In a few different scientific studies I have come across, it’s been found that mindfulness meditation is extremely helpful in alleviating mental and physical pain, as well as improving your immune system and overall affect (attitude and outlook).

Many people suffer from chronic pain, typically in their backs, digestive systems, and overall body aches. These patients are great candidates for mindfulness meditation. Meditation’s ability to help decrease pain is caused by the increase in distanced proprioception. What that means is that someone who is in chronic pain, but participates in mindfulness on a regular basis, will be able to mentally remove themselves from the pain occurring in their body as well as their automatic negative responses to that pain, which usually include anxiety and sadness.  By freeing them from these automatic emotions they can generate their own positive emotions and have a more normal daily life.

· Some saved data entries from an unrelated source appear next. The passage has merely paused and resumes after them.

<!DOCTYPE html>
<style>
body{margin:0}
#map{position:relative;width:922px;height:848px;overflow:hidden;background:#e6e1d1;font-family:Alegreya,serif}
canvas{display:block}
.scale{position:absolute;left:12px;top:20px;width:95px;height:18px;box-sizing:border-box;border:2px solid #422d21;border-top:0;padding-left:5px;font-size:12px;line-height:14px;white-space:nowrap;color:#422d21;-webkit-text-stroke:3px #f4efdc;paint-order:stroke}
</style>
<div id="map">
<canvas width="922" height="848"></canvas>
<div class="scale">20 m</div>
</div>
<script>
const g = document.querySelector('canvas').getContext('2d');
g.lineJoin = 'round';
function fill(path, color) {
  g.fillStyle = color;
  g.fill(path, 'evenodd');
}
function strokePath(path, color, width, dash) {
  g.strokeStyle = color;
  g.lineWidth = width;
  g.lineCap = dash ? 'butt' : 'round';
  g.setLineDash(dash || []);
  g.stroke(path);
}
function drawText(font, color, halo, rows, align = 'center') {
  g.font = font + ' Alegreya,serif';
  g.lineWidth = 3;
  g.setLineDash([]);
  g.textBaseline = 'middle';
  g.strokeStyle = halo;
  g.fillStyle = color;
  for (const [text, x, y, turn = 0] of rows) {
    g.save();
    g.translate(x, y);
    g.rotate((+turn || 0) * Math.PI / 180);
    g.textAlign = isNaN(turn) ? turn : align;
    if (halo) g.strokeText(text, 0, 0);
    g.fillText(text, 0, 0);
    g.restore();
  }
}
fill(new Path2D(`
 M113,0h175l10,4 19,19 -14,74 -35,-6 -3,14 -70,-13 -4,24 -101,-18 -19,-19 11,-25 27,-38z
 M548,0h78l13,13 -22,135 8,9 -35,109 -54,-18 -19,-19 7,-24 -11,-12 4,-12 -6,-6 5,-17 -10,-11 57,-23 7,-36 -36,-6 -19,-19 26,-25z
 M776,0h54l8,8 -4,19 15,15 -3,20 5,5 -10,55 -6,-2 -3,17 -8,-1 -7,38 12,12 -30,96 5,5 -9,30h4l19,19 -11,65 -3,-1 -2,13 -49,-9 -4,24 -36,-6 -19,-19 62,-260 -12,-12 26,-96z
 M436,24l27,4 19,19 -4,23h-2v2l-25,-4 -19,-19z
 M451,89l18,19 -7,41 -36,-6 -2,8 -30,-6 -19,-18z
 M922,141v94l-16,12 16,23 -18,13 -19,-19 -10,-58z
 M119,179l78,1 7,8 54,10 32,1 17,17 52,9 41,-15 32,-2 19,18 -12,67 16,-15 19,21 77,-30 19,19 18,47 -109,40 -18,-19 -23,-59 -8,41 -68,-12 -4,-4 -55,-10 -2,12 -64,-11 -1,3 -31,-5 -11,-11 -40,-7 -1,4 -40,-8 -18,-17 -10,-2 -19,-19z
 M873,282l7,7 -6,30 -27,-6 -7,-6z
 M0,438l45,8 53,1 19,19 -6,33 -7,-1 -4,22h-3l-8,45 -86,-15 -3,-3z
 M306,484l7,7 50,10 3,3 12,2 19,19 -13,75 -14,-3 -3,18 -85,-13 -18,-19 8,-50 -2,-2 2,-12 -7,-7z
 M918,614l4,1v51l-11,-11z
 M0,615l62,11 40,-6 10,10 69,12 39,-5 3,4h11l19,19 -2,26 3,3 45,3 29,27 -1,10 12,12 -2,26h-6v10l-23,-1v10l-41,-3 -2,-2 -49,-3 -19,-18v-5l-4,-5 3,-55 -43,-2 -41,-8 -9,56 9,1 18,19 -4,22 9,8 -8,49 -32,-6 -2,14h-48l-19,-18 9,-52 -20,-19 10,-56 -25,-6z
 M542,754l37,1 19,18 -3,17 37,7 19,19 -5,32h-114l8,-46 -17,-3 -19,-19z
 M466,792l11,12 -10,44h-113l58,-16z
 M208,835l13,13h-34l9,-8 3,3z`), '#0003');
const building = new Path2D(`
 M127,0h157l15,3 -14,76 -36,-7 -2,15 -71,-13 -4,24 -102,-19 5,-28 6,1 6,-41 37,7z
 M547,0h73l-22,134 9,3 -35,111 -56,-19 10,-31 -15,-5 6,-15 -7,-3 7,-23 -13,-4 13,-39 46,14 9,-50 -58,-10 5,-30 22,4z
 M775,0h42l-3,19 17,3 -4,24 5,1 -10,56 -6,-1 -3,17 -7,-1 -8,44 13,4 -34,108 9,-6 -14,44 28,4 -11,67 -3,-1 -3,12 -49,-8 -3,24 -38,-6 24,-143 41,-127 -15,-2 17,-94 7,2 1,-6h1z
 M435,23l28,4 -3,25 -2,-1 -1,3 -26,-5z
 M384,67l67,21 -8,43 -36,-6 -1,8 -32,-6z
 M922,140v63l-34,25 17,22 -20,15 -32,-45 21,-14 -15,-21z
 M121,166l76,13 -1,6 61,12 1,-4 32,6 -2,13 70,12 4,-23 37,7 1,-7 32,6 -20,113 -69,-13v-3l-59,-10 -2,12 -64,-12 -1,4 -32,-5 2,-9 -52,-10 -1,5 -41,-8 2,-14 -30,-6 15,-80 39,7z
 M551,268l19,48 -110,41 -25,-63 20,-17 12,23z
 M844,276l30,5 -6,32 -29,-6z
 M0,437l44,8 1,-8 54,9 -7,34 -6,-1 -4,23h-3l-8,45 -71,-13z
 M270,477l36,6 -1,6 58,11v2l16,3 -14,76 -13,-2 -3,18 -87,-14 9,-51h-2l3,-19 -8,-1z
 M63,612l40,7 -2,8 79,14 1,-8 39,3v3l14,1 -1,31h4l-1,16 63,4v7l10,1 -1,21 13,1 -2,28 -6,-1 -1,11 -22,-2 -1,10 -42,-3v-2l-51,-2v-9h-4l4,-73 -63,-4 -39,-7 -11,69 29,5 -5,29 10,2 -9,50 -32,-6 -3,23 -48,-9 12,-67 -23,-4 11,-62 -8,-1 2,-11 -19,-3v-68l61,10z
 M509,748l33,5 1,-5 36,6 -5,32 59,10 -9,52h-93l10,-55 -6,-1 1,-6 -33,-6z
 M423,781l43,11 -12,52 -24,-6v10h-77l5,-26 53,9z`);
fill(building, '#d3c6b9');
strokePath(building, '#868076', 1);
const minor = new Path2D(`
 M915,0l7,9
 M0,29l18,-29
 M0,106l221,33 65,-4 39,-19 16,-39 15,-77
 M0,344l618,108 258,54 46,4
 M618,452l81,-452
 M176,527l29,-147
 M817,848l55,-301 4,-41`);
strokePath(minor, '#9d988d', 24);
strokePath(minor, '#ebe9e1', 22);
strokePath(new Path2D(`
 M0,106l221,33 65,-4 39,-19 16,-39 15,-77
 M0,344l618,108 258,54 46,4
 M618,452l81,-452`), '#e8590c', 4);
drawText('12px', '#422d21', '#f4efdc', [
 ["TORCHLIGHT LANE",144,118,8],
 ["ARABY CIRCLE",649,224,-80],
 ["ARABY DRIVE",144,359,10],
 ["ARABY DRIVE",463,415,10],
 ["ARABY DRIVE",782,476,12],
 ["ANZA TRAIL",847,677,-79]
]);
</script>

Mindfulness meditation appears to increase activity in the front left part of our brains, which is associated with a positive outlook which leads to a lot less stress.  A study done on cancer patients with various stages and types of cancer showed “Overall reduction in Total Mood Disturbance was 65%, with a 31% reduction in Symptoms of Stress.”

Meditation not only works on cancer patients who undergo high stress as part of their condition, but also on people whose only mental condition is an anxiety disorder. A study found that subjects who participated in therapy based in mindfulness meditation had a significant decrease in number and severity of panic attacks, as well as improvement on the depression and anxiety scales. Those who made progress in decreasing their anxiety were more likely to continue to maintain that progress (which means that their conditions didn’t worsen over an extended period of time).

Stress reduction occurs in patients who have a normal mental state as well. In a study done for 8 weeks on those practicing mindfulness meditation, it was found that subjects had three new and distinct thought patterns. Overall they had a decrease in stress symptoms. They had  an increased sense of mental control, that is control of the contents of their mind. Another new trait was a greater use of acceptance or yielding as a form of control in their lives. All of these new found mental traits seem to contribute to the person’s total positive outlook.

Mindfulness meditation can even help psoriasis patients’ skin clear. [Psoriasis is an autoimmune condition that causes rashes all over the body.]  In patients who were about to undergo UV light therapy to clear their psoriasis skin lesions, those who participated in mindfulness meditation’s skin cleared faster than those who did not.

The conclusion of the stress reduction article sums up mindfulness meditation best when it says  “The techniques of mindfulness meditation, with their emphasis on developing detached observation and awareness of the contents of consciousness, may represent a powerful cognitive behavioral coping strategy for transforming the ways in which we respond to life events.”